___ SOURCE MATERIAL ___

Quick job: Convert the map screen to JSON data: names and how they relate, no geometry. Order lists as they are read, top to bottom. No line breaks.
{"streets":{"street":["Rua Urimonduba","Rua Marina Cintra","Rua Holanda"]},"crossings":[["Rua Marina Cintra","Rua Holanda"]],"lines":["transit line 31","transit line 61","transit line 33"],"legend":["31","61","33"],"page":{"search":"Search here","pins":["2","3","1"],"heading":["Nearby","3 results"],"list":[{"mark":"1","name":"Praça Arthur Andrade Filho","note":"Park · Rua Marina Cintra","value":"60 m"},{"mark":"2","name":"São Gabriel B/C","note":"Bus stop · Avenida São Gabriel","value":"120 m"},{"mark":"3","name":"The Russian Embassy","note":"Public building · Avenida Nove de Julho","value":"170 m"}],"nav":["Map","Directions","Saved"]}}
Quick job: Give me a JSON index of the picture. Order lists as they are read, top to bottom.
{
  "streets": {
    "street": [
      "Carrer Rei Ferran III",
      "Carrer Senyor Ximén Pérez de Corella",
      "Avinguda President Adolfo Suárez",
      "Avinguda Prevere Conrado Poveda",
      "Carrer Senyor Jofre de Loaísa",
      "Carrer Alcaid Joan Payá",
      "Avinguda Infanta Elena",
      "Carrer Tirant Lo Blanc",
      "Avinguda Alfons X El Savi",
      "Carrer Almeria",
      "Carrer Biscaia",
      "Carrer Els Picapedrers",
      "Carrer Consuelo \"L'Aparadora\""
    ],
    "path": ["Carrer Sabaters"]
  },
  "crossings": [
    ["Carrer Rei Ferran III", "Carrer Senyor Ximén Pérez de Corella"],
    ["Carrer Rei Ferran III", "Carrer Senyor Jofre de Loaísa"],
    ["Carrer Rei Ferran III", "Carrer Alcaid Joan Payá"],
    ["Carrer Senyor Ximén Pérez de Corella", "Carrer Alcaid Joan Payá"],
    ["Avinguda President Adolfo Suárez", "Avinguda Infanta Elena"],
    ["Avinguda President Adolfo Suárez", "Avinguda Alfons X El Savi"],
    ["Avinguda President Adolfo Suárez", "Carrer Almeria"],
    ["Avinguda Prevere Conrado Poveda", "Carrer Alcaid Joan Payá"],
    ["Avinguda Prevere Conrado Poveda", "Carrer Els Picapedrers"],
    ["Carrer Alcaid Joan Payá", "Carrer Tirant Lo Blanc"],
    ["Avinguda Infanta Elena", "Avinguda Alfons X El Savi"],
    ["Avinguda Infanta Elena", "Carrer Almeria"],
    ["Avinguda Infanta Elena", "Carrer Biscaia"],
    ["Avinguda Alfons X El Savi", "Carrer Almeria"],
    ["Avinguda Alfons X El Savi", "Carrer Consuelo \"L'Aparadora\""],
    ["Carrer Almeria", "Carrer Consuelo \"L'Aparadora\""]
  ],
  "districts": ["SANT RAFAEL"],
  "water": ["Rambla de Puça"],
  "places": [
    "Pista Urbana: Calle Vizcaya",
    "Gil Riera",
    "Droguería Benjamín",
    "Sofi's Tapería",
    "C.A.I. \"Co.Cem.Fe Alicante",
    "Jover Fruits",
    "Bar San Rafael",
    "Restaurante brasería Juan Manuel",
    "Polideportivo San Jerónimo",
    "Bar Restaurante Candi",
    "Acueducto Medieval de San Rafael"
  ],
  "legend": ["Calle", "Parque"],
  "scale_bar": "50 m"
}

___

#### EXERCISE DETAILS:
Word for word, set down all the lines above.

#### RESULT OF THIS TASK:
Quick job: Convert the map screen to JSON data: names and how they relate, no geometry. Order lists as they are read, top to bottom. No line breaks.
{"streets":{"street":["Rua Urimonduba","Rua Marina Cintra","Rua Holanda"]},"crossings":[["Rua Marina Cintra","Rua Holanda"]],"lines":["transit line 31","transit line 61","transit line 33"],"legend":["31","61","33"],"page":{"search":"Search here","pins":["2","3","1"],"heading":["Nearby","3 results"],"list":[{"mark":"1","name":"Praça Arthur Andrade Filho","note":"Park · Rua Marina Cintra","value":"60 m"},{"mark":"2","name":"São Gabriel B/C","note":"Bus stop · Avenida São Gabriel","value":"120 m"},{"mark":"3","name":"The Russian Embassy","note":"Public building · Avenida Nove de Julho","value":"170 m"}],"nav":["Map","Directions","Saved"]}}
Quick job: Give me a JSON index of the picture. Order lists as they are read, top to bottom.
{
  "streets": {
    "street": [
      "Carrer Rei Ferran III",
      "Carrer Senyor Ximén Pérez de Corella",
      "Avinguda President Adolfo Suárez",
      "Avinguda Prevere Conrado Poveda",
      "Carrer Senyor Jofre de Loaísa",
      "Carrer Alcaid Joan Payá",
      "Avinguda Infanta Elena",
      "Carrer Tirant Lo Blanc",
      "Avinguda Alfons X El Savi",
      "Carrer Almeria",
      "Carrer Biscaia",
      "Carrer Els Picapedrers",
      "Carrer Consuelo \"L'Aparadora\""
    ],
    "path": ["Carrer Sabaters"]
  },
  "crossings": [
    ["Carrer Rei Ferran III", "Carrer Senyor Ximén Pérez de Corella"],
    ["Carrer Rei Ferran III", "Carrer Senyor Jofre de Loaísa"],
    ["Carrer Rei Ferran III", "Carrer Alcaid Joan Payá"],
    ["Carrer Senyor Ximén Pérez de Corella", "Carrer Alcaid Joan Payá"],
    ["Avinguda President Adolfo Suárez", "Avinguda Infanta Elena"],
    ["Avinguda President Adolfo Suárez", "Avinguda Alfons X El Savi"],
    ["Avinguda President Adolfo Suárez", "Carrer Almeria"],
    ["Avinguda Prevere Conrado Poveda", "Carrer Alcaid Joan Payá"],
    ["Avinguda Prevere Conrado Poveda", "Carrer Els Picapedrers"],
    ["Carrer Alcaid Joan Payá", "Carrer Tirant Lo Blanc"],
    ["Avinguda Infanta Elena", "Avinguda Alfons X El Savi"],
    ["Avinguda Infanta Elena", "Carrer Almeria"],
    ["Avinguda Infanta Elena", "Carrer Biscaia"],
    ["Avinguda Alfons X El Savi", "Carrer Almeria"],
    ["Avinguda Alfons X El Savi", "Carrer Consuelo \"L'Aparadora\""],
    ["Carrer Almeria", "Carrer Consuelo \"L'Aparadora\""]
  ],
  "districts": ["SANT RAFAEL"],
  "water": ["Rambla de Puça"],
  "places": [
    "Pista Urbana: Calle Vizcaya",
    "Gil Riera",
    "Droguería Benjamín",
    "Sofi's Tapería",
    "C.A.I. \"Co.Cem.Fe Alicante",
    "Jover Fruits",
    "Bar San Rafael",
    "Restaurante brasería Juan Manuel",
    "Polideportivo San Jerónimo",
    "Bar Restaurante Candi",
    "Acueducto Medieval de San Rafael"
  ],
  "legend": ["Calle", "Parque"],
  "scale_bar": "50 m"
}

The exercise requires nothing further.